You young, whipper-snapper, loose players forget just how new and revolutionary blogging is in our culture. Traditionally, writers had to wait until they were really old or really dead to write their memoirs. If they weren't already dead, they probably would be before a book worked its way through the glacial-paced world of book publishing. A certain type of journalistic distance and alleged objectivity meant the writer kept their own selves and opinions out of it. If they crept in, some editor would cut them out. Only a few hep cats like Mark Twain made themselves a part of the story.

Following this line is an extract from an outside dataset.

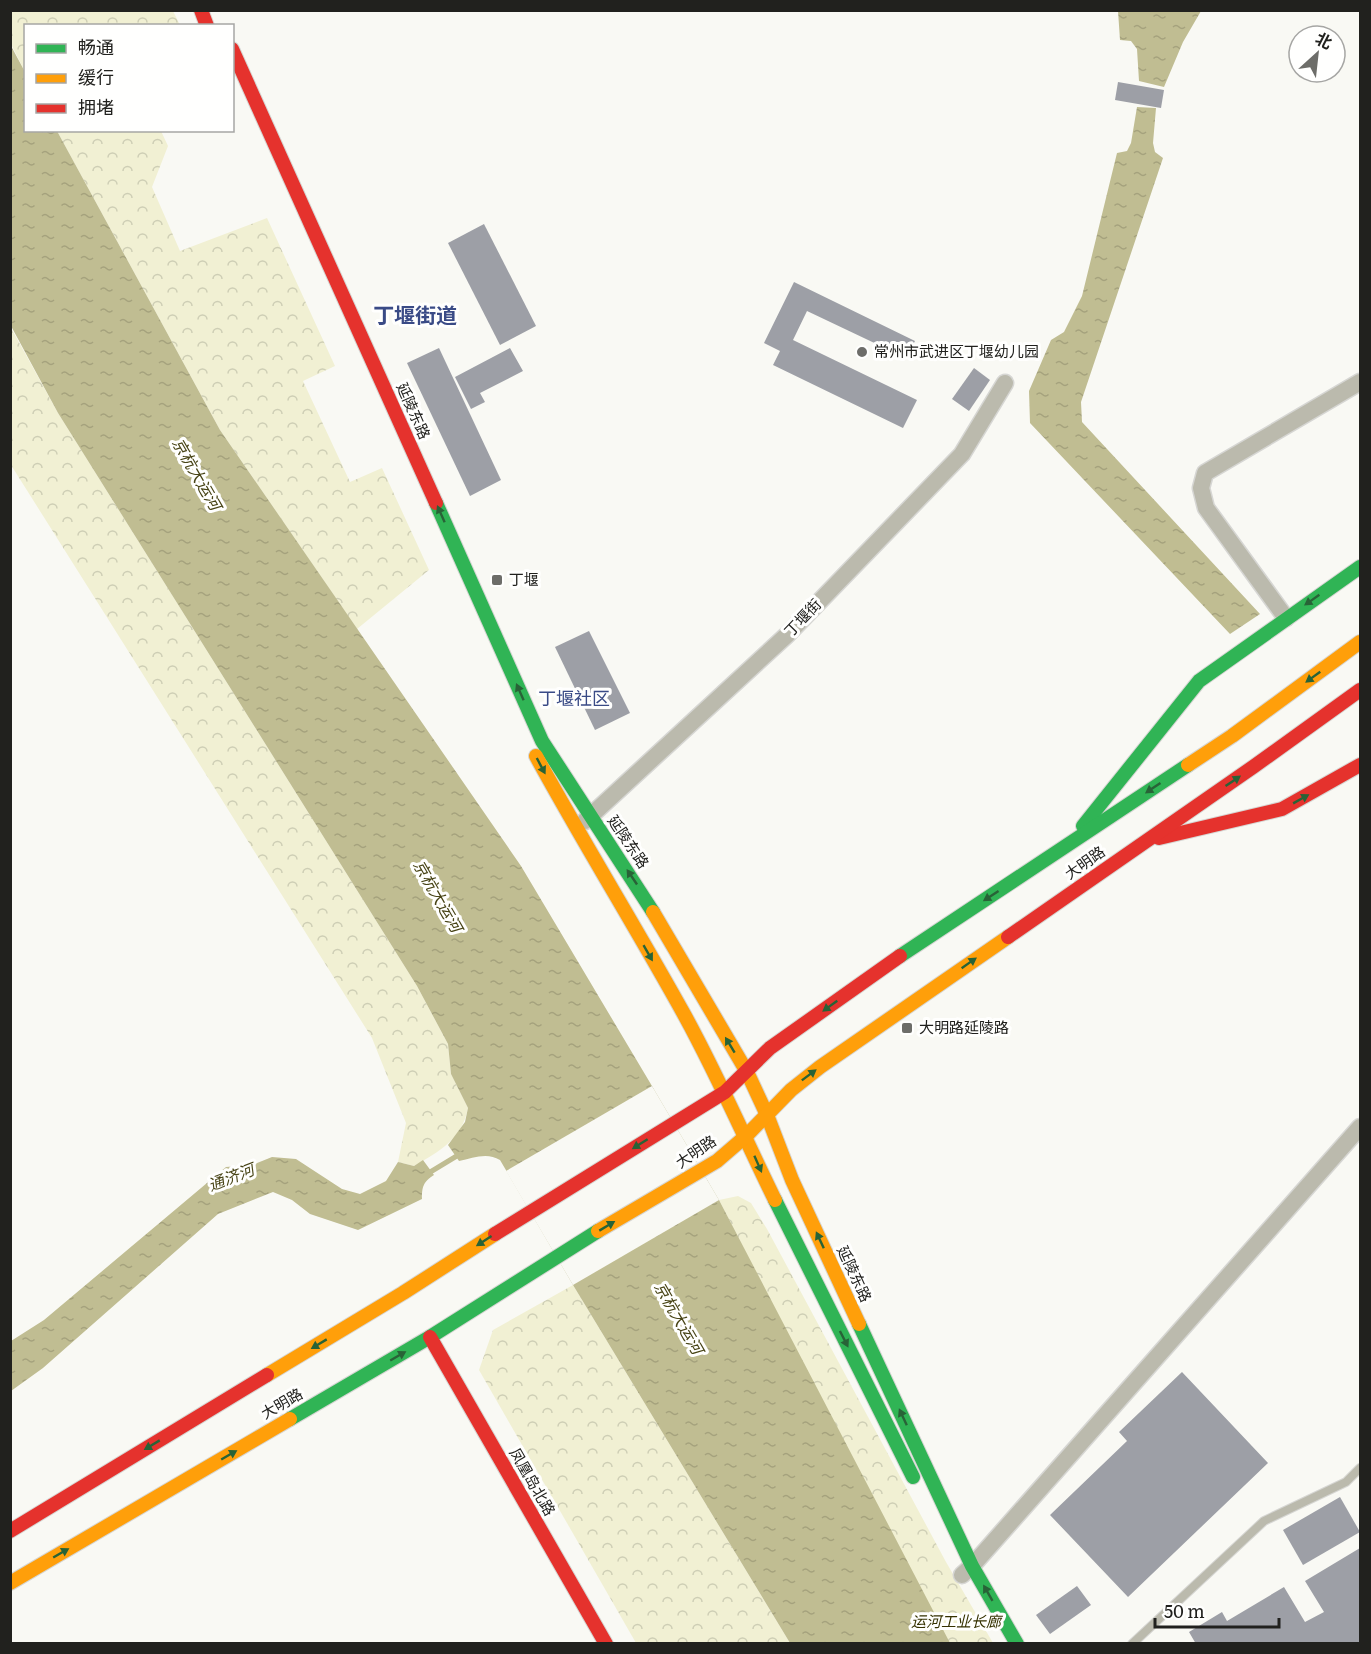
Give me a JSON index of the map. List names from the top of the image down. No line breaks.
{"streets":{"main road":["延陵东路","大明路","凤凰岛北路"],"street":["丁堰街"]},"crossings":[["延陵东路","丁堰街"],["延陵东路","大明路"],["大明路","凤凰岛北路"]],"districts":["丁堰街道","丁堰社区"],"water":["京杭大运河","通济河"],"parks":["运河工业长廊"],"places":{"other":["常州市武进区丁堰幼儿园"],"transit":["丁堰","大明路延陵路"]},"legend":["畅通","缓行","拥堵"],"scale_bar":"50 m","north":"top right"}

Now we have the memoir of the now. Dr. Pauly and Change100 have grand adventures in Australia and we follow them journalistically in almost real time. The writing is unedited, uncensored, and straight through..them to you. Its interactive, you can comment. Imagine Boswell tagging along behind Dr. Johnson, and stopping in Internet cafes to keep us informed. Pauly and Change100 grab hold of some bar-b-cued kangaroo and some alligator eggs, well, we get pictures and a graphic description of hangovers in helicopters that follow.

Iggy's like the Reader's Digest and Walter Winchell and Johnny Carson bringing us topical, right then news and his thoughts on all this. Of the two, whom do you know to be the most secretive...Dr. Pauly or Iggy?? Yeah, well, that's part of the deal. You choose what to put out there to the whole damn world and what to keep back.

I was in on a first wave of journalistic change writing for an underground newspaper in the late 1960s and early 1970s. We wrote semi-annonymously, mostly humor. We could just make up stories, but you knew they were satire. We had a wire service, Liberation News Service. We printed their radical message for the far-left radicals. This was also the time of a new personal journalism that gave us guys like Iggy and Pauly. Writers like Tom Wolfe and Norman Mailer started putting themselves in the story. It wasn't about a Grateful Dead Concert, it was about what happened to Dr. Pauly at a Grateful Deal Concert. The concert was only backdrop.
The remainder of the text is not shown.